REALTORS® are professionals who help their clients navigate through the often complicated and emotional home buying and selling process.

That’s the message Jill Oudil, president of the Real Estate Board of Greater Vancouver  (REBGV), the association that represents the more than 14,000 Realtors in the region, wants the public to understand.

“Our job is to protect and advise the public throughout the home buying or selling process,” said Oudil. “When someone within our ranks fails to do this, the public’s trust in our profession diminishes. As professionals, all we have is our reputation.”

REBGV recommendations

High-profile allegations of misconduct rocked Metro Vancouver’s Realtor community in 2016. This brought public, media, and government scrutiny of the profession to a fever pitch.

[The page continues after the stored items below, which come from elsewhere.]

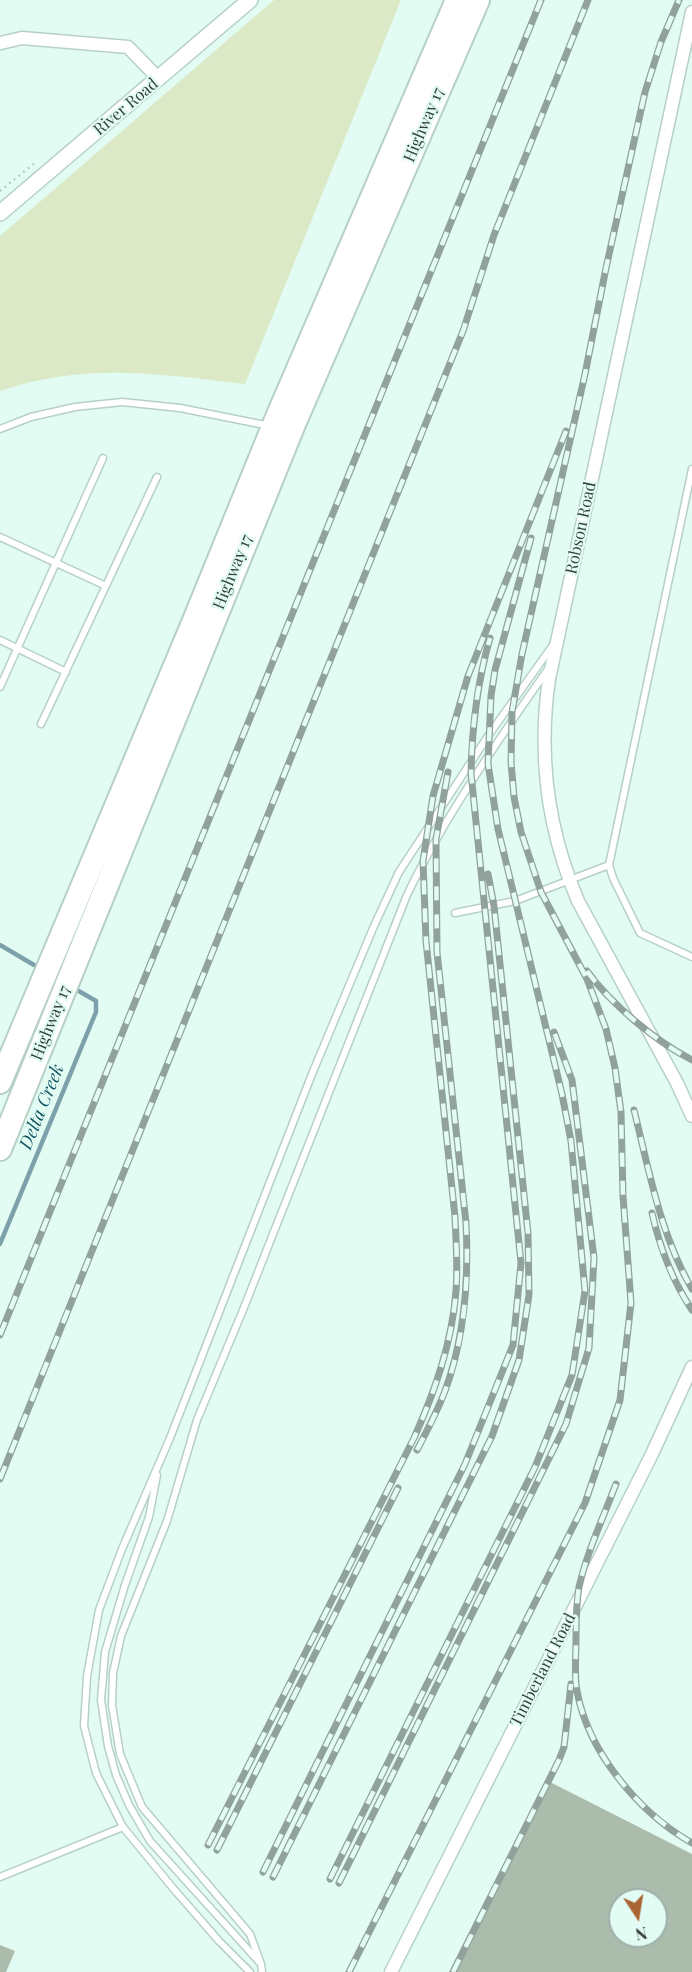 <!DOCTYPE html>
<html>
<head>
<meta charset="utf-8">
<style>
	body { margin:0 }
	#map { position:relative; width:692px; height:1972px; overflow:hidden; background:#e3fcf3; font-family:"Playfair Display",serif }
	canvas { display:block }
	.north { position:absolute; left:608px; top:1888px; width:60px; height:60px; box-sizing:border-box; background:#e3fcf3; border:2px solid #9db0a9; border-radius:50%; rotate:168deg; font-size:16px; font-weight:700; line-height:24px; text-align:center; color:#353f3b }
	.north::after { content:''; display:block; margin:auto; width:21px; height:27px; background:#a96634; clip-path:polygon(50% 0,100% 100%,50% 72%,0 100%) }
</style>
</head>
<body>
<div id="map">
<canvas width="692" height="1972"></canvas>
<div class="north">N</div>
</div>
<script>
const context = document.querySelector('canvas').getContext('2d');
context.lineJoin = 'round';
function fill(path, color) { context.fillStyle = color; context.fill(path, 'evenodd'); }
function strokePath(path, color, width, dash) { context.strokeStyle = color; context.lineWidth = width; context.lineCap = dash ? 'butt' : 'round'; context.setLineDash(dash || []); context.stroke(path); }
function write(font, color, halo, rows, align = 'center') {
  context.font = font + ' "Playfair Display",serif'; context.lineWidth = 4.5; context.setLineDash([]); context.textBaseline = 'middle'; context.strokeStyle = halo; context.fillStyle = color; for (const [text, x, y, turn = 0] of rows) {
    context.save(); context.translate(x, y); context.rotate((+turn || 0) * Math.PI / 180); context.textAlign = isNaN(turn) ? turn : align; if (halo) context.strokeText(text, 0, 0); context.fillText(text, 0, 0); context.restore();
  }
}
fill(new Path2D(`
	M274,0h127l-156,384c-89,-10 -158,-22 -245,7v-155z`), '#dbe9c7');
strokePath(new Path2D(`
	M0,945l34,20
	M0,1244l96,-232v-11l-19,-11`), '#7da1aa', 4.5);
fill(new Path2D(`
	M546,1780l146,74v118h-243zM620,1900h36v36h-36z
	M0,1945l15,6 -9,21h-6z`), '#abbcad');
const service = new Path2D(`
	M0,429l31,-12 44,-10 47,-5 58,6 90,18
	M692,469l-83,396 4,13 27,55 52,24
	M0,537l106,49
	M0,640l66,32
	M0,687l103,-229
	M41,724l116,-247
	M455,913l60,-12 94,-36
	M157,1475l-8,42 -24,68 -20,67 -4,48 7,46 8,29 13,30 21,36 111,123 1,8
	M0,1877l123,-50
	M261,1964l-11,-30 -108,-127 -22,-53 -8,-49 1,-32 8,-37 46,-115 30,-101 46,-110 164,-415c38,-79 90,-153 141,-226
	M250,1972l-31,-31 -47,-54 -49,-60 -27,-54 -12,-47 3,-50 12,-66 23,-61 48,-111 142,-364 62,-148 25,-54 89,-136 65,-91`);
const minor = new Path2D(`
	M692,12l-143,667c-11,76 -1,152 29,222l99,182 15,33
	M1,43l21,-5 106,9 31,32
	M391,1972l261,-518 40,-87`);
const tertiary = new Path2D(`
	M0,213l250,-213`);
const motorway = new Path2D(`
	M0,1082l193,-459 82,-201 182,-422
	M0,1149l294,-725 184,-424`);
strokePath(service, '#b7d0c7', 9);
strokePath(minor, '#b7d0c7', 15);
strokePath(tertiary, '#b7d0c7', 18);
strokePath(motorway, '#b7d0c7', 26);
strokePath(new Path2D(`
	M0,191l36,-29`), '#a5b9b2', 2, [1.5, 4.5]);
strokePath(service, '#fff', 6);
strokePath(minor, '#fff', 12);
strokePath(tertiary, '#fff', 15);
strokePath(motorway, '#fff', 22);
const rail = new Path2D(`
	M587,971c24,33 68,70 105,89
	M634,1110c15,60 26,124 58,179
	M652,1213c8,35 20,67 40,97
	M0,1335l541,-1335
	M417,1450c10,-19 20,-38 28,-59 20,-54 24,-110 21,-168l-29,-271 -1,-113 12,-67
	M0,1479l463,-1148 31,-96 94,-235
	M616,1484c-13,34 -29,68 -37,103 -3,18 -3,36 -3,54 0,16 -2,34 1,50 11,61 62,122 115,152
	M208,1845l206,-407c21,-47 38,-95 42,-147 2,-24 0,-50 -1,-74l-29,-276 -3,-80 10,-65 35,-120 98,-245
	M217,1850l181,-362
	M263,1872l202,-408 48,-119 8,-82 -50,-490c1,-46 6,-90 19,-135
	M273,1877l219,-441 27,-76 10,-65 -1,-62 -34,-327 -6,-32
	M330,1879l205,-412 37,-92 13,-84 -14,-150 -9,-47 -64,-265 -10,-65 3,-68 4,-26 36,-132
	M339,1883l227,-459 23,-76 5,-90 -22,-178 -18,-48
	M349,1972l236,-469 35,-103 11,-97 -8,-107 -2,-84 -6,-44 -9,-39 -19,-50 -46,-87 -20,-60 -7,-35 -3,-35 1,-50 10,-58 63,-280 21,-106 39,-176 16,-50 18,-42
	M453,1972l106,-212 5,-13 7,-63`);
strokePath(rail, '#91a29c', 7);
strokePath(rail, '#e3fcf3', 4.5, [14]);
write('16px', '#353f3b', '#e3fcf3', [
	["River Road",126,107,-40],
	["Highway 17",424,125,-67],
	["Robson Road",581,528,-78],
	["Highway 17",233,572,-68],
	["Highway 17",51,1023,-68],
	["Timberland Road",543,1670,-63]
]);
write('italic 18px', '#125363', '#e3fcf3', [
	["Delta Creek",42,1107,-68]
]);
</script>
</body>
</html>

As a result, the provincial government struck an independent advisory group that ultimately made 28 recommendations to strengthen the regulatory regime that governs real estate.

While this group did its work, REBGV submitted 27 pages of recommendations for government, highlighting issues of language proficiency, multiple offers, enforcement of non-licensed individuals, insufficient levels of fines, contract writing standards, and other issues that the provincial regulator could improve to protect home buyers and sellers.

“Realtors protect and serve our clients. Our business depends on it,” Oudil said. “If a Realtor fails their clients, no one wants to throw the book at them harder than other Realtors.

“Our reputation has been affected by the misdeeds and unethical behaviour of a few. We must now step up and demonstrate that we’re intolerant of anyone behaving contrary to the rules,” Phil Moore, REBGV president-elect and a Realtor with RE/MAX Central in Burnaby, said.

Most experienced Realtors have a loyal network of repeat clients over the course of their careers.

“It’s not uncommon to work with the children of people I helped with their first home years ago,” Moore said. “I appreciate their loyalty and respond with a commitment to always do my best for them.”

How Realtors help

There’s a whole other side to being a Realtor that doesn’t play into the common stereotypes, Oudil says.

The media doesn’t report on airplanes that land safely. Likewise, they don’t report on the overwhelming majority of real estate transactions that go well.

“A friend recently told me about the day he and his wife found the ‘house of their dreams’ and how their Realtor saved them from making what could’ve been the mistake of a lifetime,” Oudil related.

The couple toured a recently updated house, getting excited as they pictured living there. Their Realtor quietly took them aside and explained that most of the fabulous looking renovations were done without permits.

The Realtor helped the couple understand that if anything wasn’t done to code and came to the attention of the municipality, they’d be responsible for getting the renovations re-done.

They’d have to pay for the new permits and even perhaps fines.

“The couple was deflated, but realized entering into such an agreement was risky. They were grateful that their Realtor did her due diligence and gave the advice that she did,” Oudil said. “That Realtor exemplifies the type of professional, ethical and thorough member that makes up most of our membership.”

In short, Realtors’ goals are their clients’ goals. Whether it’s a buyer struggling to find a home they can afford, or sellers looking to find a buyer for their long-time family home.

“Our members want to do the right thing for our clients,” Oudil said. “They’re just regular people who live, work, and volunteer in our communities. What we want the public to know is: we’re with you.”

When you work with a Realtor, you should expect to work with a professional who invests in continuous training, is held accountable to legislation and an ethical code, and who always has your best interests in mind.